__Work to be completed__:
Within the lines below, find those that hold the string "strong" and copy each one.

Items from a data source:
※
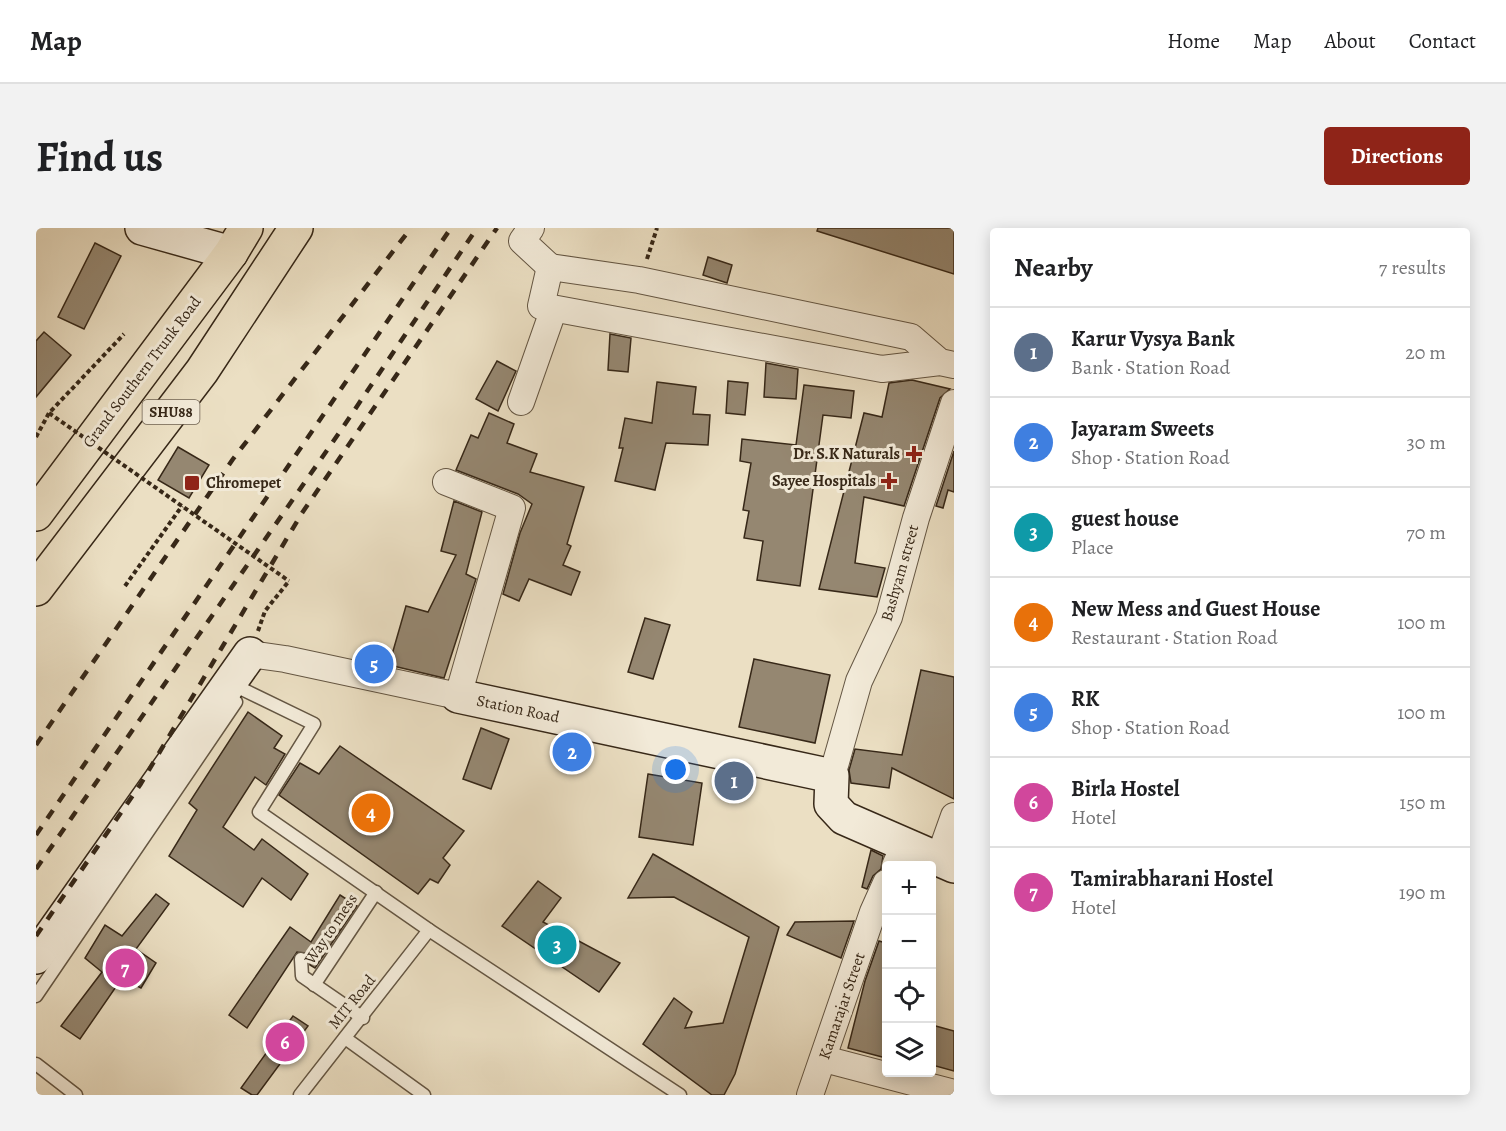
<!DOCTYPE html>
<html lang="en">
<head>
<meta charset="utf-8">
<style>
	:root { --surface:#fff; --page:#f2f2f2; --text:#202124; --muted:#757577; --line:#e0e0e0; --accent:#8f2418 }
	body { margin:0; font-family:Alegreya,serif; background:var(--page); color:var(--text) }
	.controls { position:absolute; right:18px; bottom:18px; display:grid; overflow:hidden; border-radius:6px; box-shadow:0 3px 15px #0003 }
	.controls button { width:54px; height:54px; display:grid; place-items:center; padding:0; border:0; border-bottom:2px solid var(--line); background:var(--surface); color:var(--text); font:30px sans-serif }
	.you { position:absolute; left:640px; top:542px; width:21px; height:21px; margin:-15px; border:4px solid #fff; border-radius:50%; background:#1a73e8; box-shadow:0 0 0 9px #1a73e833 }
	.badge { display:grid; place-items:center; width:39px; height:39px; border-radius:50%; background:var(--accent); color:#fff; font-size:20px; font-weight:700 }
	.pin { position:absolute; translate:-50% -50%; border:3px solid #fff; box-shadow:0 2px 6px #0006 }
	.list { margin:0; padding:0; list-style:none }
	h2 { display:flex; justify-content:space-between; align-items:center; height:78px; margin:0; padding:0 24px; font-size:26px }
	h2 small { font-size:20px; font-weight:400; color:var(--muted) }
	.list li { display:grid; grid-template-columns:39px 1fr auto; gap:18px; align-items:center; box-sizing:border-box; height:90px; padding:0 24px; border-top:2px solid var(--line) }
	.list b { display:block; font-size:22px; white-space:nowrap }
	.list p { margin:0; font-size:20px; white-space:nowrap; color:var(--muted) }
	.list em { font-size:20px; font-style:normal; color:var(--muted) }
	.icon { flex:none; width:33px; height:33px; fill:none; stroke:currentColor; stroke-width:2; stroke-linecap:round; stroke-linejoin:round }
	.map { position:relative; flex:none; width:918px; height:867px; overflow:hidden; border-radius:6px }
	header { display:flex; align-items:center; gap:36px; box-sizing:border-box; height:84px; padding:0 30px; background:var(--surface); border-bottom:2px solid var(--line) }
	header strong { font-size:28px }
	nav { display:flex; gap:33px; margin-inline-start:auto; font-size:21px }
	.intro { display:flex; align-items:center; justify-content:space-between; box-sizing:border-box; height:144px; padding:0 36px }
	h1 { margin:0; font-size:42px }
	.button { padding:15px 27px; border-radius:6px; background:var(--accent); color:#fff; font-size:21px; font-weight:700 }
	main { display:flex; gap:36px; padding:0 36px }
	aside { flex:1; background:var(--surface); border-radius:6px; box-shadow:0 3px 15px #0003 }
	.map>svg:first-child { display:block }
</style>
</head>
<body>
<header>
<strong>Map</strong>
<nav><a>Home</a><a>Map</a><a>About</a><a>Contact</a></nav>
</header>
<div class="intro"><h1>Find us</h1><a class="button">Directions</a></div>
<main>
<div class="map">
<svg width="918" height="867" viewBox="0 0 918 867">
	<rect width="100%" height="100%" fill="#ebdfc3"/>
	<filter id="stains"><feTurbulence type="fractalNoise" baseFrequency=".00333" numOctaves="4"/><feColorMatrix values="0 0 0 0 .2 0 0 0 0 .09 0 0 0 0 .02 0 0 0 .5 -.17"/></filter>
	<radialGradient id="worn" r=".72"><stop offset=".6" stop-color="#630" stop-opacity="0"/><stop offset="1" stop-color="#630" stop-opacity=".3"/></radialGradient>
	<g fill="#958771" stroke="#372818" stroke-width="1.5">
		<path d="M782,0H918V46L781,3Z"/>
		<path d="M59,15L85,28L48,101L22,89Z"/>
		<path d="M672,29L696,37L691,55L667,47Z"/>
		<path d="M8,104L35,127L0,169V113Z"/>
		<path d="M574,106L595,110L592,144L572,142Z"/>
		<path d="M461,133L480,143L462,183L440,171Z"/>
		<path d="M730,135L762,141L760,171L728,169Z"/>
		<path d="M876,152L914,161L904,170L868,278L828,269L819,335L849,340L841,369L783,361L828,185L846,189L853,155Z"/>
		<path d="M692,153L712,155L709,187L690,185Z"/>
		<path d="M621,154L660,159L657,186L674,187L672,217L630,215L619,262L579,253L587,220H583L589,190L616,195Z"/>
		<path d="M768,157L818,163L815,190L787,187L764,358L721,352L727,313L708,310L713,283L707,282L715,235L704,233L706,211L760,217Z"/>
		<path d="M453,185L478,196L471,215L501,226L494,244L548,259L531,316L535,318L527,337L544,344L535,367L493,351L483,373L467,366L484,305L496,276L482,266L420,242L435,207L442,210Z"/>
		<path d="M142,219L173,237L153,270L122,252Z"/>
		<path d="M918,223V264L912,262L907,280L900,278Z"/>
		<path d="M418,273L446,284L430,346L440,351L408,450L353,437L370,378L392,384L420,327L405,323Z"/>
		<path d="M609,390L634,397L617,451L592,444Z"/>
		<path d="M718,431L794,447L779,515L703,499Z"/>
		<path d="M885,442L918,449V571L856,540L853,560L815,555L813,542L819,521L866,527Z"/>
		<path d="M212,484L246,508L238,520L249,526L230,557L219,549L187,599L218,622L226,611L272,646L255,672L226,650L207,679L133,628L161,582L153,575Z"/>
		<path d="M445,500L473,511L455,561L427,551Z"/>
		<path d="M304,518L428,603L407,630L414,637L402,655L394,651L382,666L243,567L264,535L283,546Z"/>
		<path d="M612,546L666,555L657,617L603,609Z"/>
		<path d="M835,622L847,628L845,641L837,648L831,661L826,659Z"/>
		<path d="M617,626L743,699L699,846L688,867H676L607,816L638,770L656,784L649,800L687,795L713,709L638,669L592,670Z"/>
		<path d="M502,653L525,670L507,694L584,735L563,764L466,698Z"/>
		<path d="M120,666L133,676L100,721L120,735L105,760L86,750L44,811L25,798L66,744L49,730L69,697L86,708Z"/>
		<path d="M304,667L321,678L279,740L274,737L272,726L261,724L211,800L193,787L254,699L275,714Z"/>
		<path d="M818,693L805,730L751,707L759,694Z"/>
		<path d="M843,713L850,715V830L812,820L829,753Z"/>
		<path d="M257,788L272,798L221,867H216L205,860Z"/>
		<path d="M896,797L918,803V843L896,837Z"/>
	</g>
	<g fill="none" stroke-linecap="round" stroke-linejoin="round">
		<g stroke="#645643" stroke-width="15">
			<g id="lane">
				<path d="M208,462L278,496L223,584L393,702L644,867"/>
				<path d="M265,731L266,748L327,790"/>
				<path d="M278,757L340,664"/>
				<path d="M0,768L200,474"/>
				<path d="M309,810L388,867"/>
				<path d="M0,836L40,867"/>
				<path d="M264,867L393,702"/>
			</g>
		</g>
		<g stroke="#645643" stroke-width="28">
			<g id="street">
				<path d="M495,0L486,13L514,39"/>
				<path d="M904,134L875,109L603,52L514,39L505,78L846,141L904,134L918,137"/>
				<path d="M485,174L517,83"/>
				<path d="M214,426L249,431L422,468L476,280L410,254"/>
				<path d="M796,548L823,453L853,389L880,290L918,175"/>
				<path d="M902,633L918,588"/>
				<path d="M859,638L868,617"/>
				<path d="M788,831L918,865"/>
				<path d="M774,867L837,684L850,655"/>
			</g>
		</g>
		<g stroke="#372818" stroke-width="36">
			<g id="secondary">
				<path d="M106,0L195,25"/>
				<path d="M422,468L796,548L795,576L808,590L918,638"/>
				<path d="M0,729L214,426"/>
			</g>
		</g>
		<g stroke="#372818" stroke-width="36">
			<g id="primary">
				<path d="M0,286L195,25L210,0"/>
				<path d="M0,361L166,143L260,0"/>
			</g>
		</g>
		<g stroke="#372818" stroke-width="4" stroke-dasharray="4.5 3" stroke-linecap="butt">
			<path d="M611,31L621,0"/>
			<path d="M0,209L13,185L88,106"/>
			<path d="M89,358L146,278"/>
			<path d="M222,403L229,383L253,353"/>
		</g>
		<use href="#lane" stroke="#f2ead8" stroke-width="12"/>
		<use href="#street" stroke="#f2ead8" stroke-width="26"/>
		<use href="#secondary" stroke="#f2ead8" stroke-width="33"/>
		<use href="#primary" stroke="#ebdfc3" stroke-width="33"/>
		<g stroke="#372818" stroke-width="4.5" stroke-dasharray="10 10" stroke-linecap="butt">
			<path d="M0,517L197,231L375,0"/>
			<path d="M0,607L415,0"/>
			<path d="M0,641L303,205L441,0"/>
			<path d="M0,708L104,557L266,285L461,0"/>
		</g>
		<path stroke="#372818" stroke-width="4" stroke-dasharray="4.5 3" stroke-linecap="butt" d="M13,185L253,353"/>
	</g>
	<g fill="#8f2418" stroke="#f2ead8" stroke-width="2">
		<path d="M875 217h6v6h6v6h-6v6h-6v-6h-6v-6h6z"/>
		<path d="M850 244h6v6h6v6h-6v6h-6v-6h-6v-6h6z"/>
		<rect x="148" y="247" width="16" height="16" rx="3"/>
	</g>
	<g text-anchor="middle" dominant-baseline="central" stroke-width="6" stroke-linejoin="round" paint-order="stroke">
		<rect fill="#f2ead8" stroke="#6f6252" stroke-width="1.5" x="106.5" y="172" width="57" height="24" rx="4.5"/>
		<g font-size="15" font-weight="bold" fill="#372818">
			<text x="135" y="184">SHU88</text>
		</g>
		<g font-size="16" fill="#372818" stroke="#f2ead8">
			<text transform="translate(106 144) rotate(-53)">Grand Southern Trunk Road</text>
			<text transform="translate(864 345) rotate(-74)">Bashyam street</text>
			<text transform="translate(482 481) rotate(12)">Station Road</text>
			<text transform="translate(295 701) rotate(-56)">Way to mess</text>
			<text transform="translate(316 774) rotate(-51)">MIT Road</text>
			<text transform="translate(806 778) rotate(-71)">Kamarajar Street</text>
		</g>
		<g font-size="16" font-weight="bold" fill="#372818" stroke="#f2ead8" text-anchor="end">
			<text x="864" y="226">Dr. S.K Naturals</text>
			<text x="840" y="253">Sayee Hospitals</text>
			<text x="170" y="255" text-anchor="start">Chromepet</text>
		</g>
	</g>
	<rect width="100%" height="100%" filter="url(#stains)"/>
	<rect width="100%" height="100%" fill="url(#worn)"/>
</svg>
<div class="controls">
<button>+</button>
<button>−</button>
<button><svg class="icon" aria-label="locate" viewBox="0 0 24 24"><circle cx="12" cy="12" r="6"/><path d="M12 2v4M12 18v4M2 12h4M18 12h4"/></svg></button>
<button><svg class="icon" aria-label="layers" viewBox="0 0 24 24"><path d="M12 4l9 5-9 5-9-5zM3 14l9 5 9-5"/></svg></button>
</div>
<div class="you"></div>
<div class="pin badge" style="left:698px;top:553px;background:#5c6f8a">1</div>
<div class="pin badge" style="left:536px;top:524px;background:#3f7fe0">2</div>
<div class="pin badge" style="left:521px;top:717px;background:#0f9aa8">3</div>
<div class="pin badge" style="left:335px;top:585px;background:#e8710a">4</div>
<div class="pin badge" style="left:338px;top:436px;background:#3f7fe0">5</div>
<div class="pin badge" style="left:249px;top:814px;background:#d1479c">6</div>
<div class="pin badge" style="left:89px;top:740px;background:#d1479c">7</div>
</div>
<aside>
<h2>Nearby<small>7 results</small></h2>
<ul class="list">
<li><span class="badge" style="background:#5c6f8a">1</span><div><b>Karur Vysya Bank</b><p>Bank · Station Road</p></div><em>20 m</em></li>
<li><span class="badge" style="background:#3f7fe0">2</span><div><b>Jayaram Sweets</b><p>Shop · Station Road</p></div><em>30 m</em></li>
<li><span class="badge" style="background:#0f9aa8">3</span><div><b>guest house</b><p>Place</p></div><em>70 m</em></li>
<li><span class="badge" style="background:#e8710a">4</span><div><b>New Mess and Guest House</b><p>Restaurant · Station Road</p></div><em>100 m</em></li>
<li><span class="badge" style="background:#3f7fe0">5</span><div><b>RK</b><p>Shop · Station Road</p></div><em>100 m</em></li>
<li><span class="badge" style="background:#d1479c">6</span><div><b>Birla Hostel</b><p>Hotel</p></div><em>150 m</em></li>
<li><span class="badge" style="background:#d1479c">7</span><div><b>Tamirabharani Hostel</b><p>Hotel</p></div><em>190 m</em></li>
</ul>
</aside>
</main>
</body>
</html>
※
__Written reply__:
	header strong { font-size:28px }
<strong>Map</strong>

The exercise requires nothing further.